Hormis cette taxe problématique, quelle est la collaboration entre les politiques et les acteurs du monde de la nuit?
Thierry Wegmüller: Nous sommes intégrés dans une grande réflexion baptisée «Destination Lausanne». La Ville de Lausanne, sous l’égide de son conseiller stratégique Fabrice Bernard et de son responsable Tourisme et Promotion Olivier Delapierre, a réuni toutes les entités qui contribuent au développement de Lausanne (culturelles, sportives, hôtellerie-restauration …) pour définir comment faire de Lausanne une ville attractive en termes d’offre.
Edouard Henzi: Je tiens à souligner un point important intervenant dans les missions de La Belle Nuit et qui a été émis par plusieurs clubs membres consultés. Ils observent une hausse des problèmes d’insécurité, en partie liée au deal de rue et à l’accès facilité à la drogue. Cela impacte non seulement négativement les consommations de boissons dans les clubs, mais accroît également les incidents de violence. De temps en temps, il apparaît qu’on applique deux poids, deux mesures: face au deal de rue, les autorités se montrent moins strictes que lors des contrôles effectués dans les établissements. Elles sont souvent pointilleuses sur les décibels et sur le cartage des agents de sécurité, alors que les patrons de clubs attendent davantage de soutien de leur part face à tous les efforts qu’ils effectuent pour mettre en place une offre de qualité et ainsi faire rayonner leur région. Cette question de l’insécurité publique et du deal de rue est discutée avec les autorités politiques, mais s’intègre dans une problématique plus globale de société.

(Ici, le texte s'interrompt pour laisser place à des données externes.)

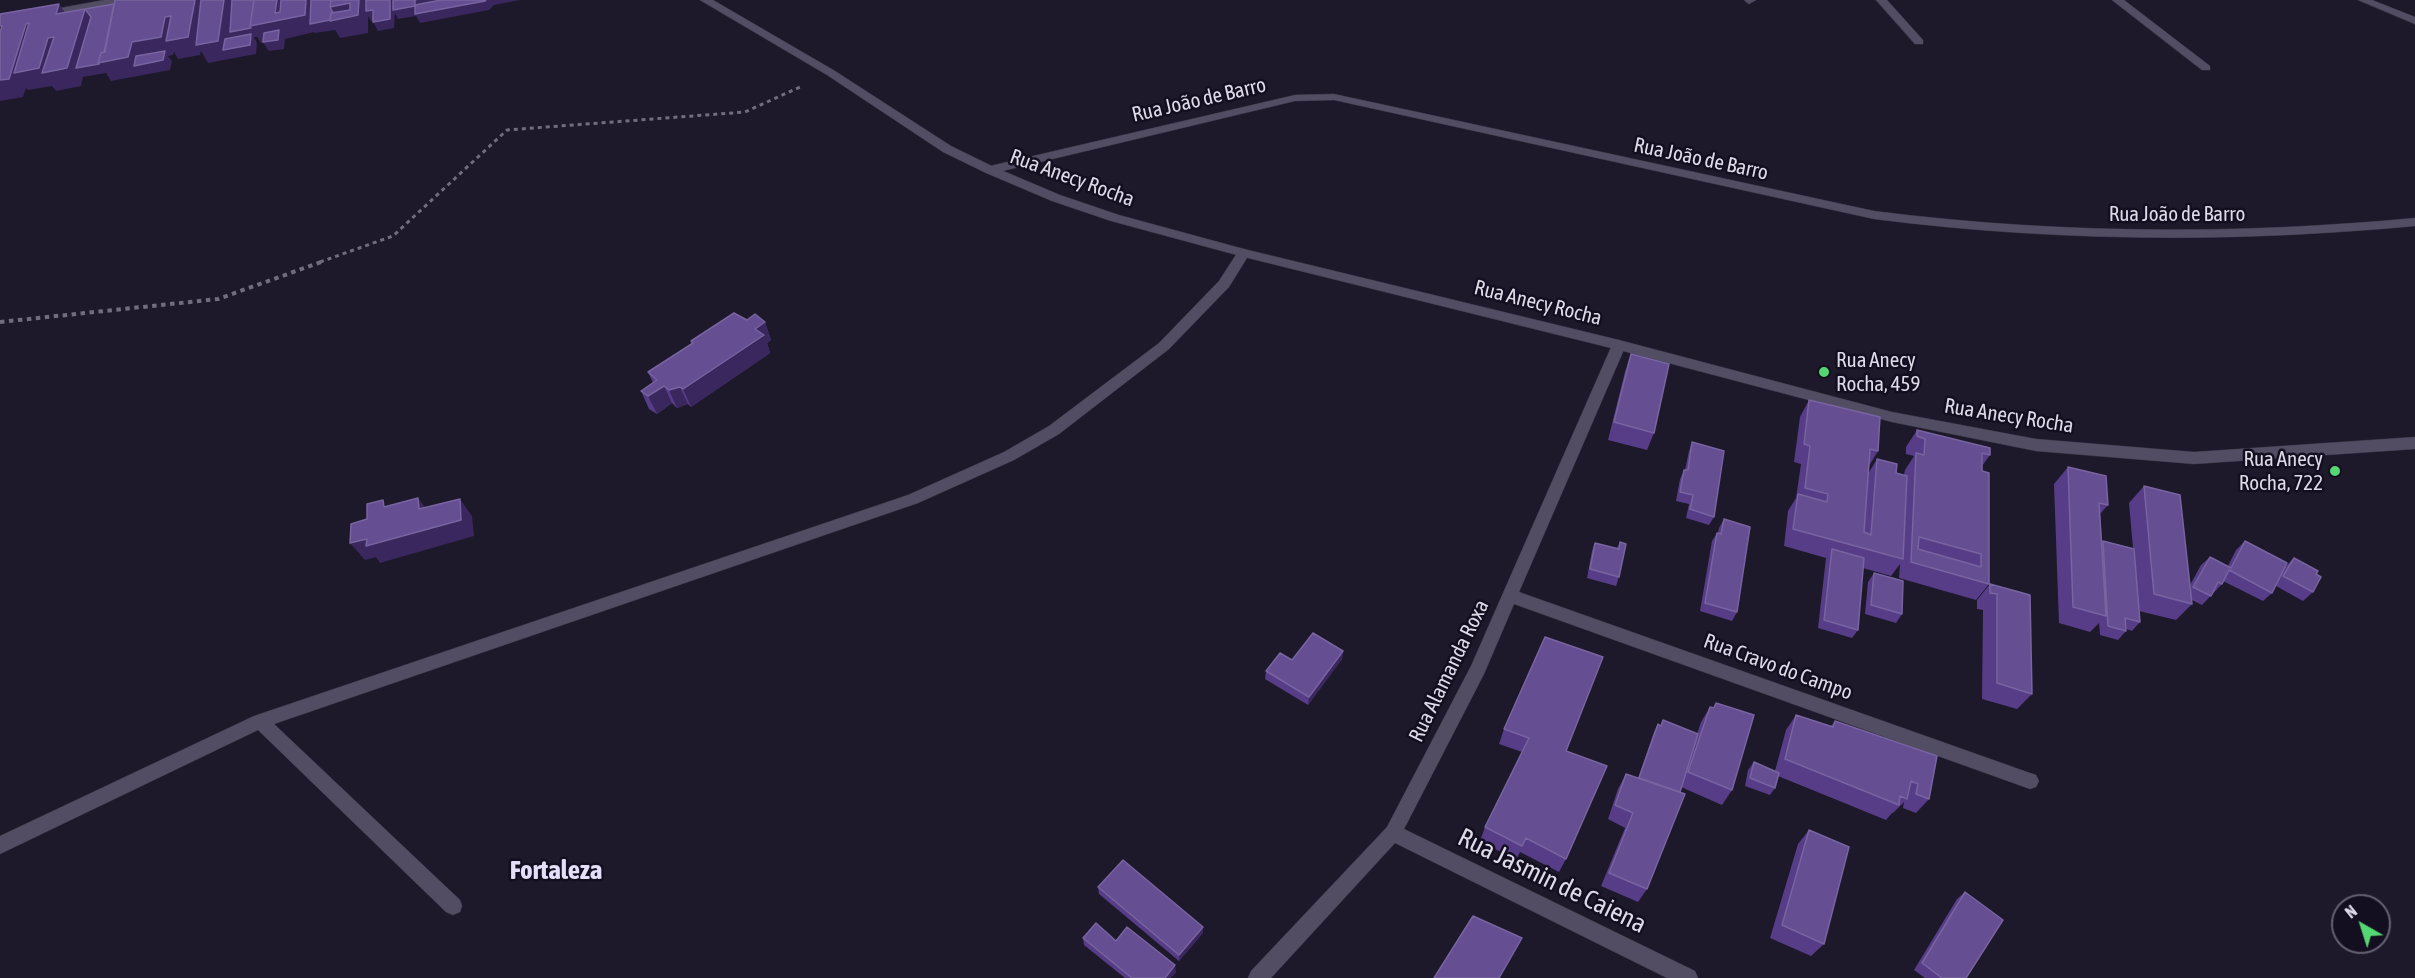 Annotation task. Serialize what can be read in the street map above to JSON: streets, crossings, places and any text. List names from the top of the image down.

A Lausanne, les règles diffèrent aussi pour les établissements publics et les associations en termes de manifestations extérieures …
Thierry Wegmüller: Les établissements font face à une concurrence inégale de la part de manifestations extérieures ponctuelles ou publiques qui rivalisent avec le secteur privé mais pas avec les mêmes règles du jeu. Par exemple, un établissement public n’a le droit d’organiser que six soirées extérieures par année. En revanche, n’importe quelle association peut organiser des soirées en tout temps en bénéficiant de meilleures conditions en termes d’horaires et de décibels (93 dB au lieu de 85 dB). Ce qui est discutable. Dans n’importe quelle grande ville européenne et même à Zurich ou ailleurs, il y a de la musique sur les terrasses de bar alors qu’à Lausanne c’est interdit, même la journée, même en fond sonore.

Vous vous apprêtez à lancer le projet Hango, auquel est associée La Belle Nuit. De quoi s’agit-il?
Edouard Henzi: C’est une application mobile destinée aux noctambules et qui se veut un outil incontournable pour les sorties nocturnes. Le nom fait référence à «hangout», qui veut dire «sortir, traîner» en bon français. J’en suis le cofondateur, avec mon ami d’enfance Mickaël Borrajo et son développement a commencé il y a deux ans. Nous voulions un nom qui soit prononçable dans toutes les langues et qui parle à des jeunes de toutes nationalités.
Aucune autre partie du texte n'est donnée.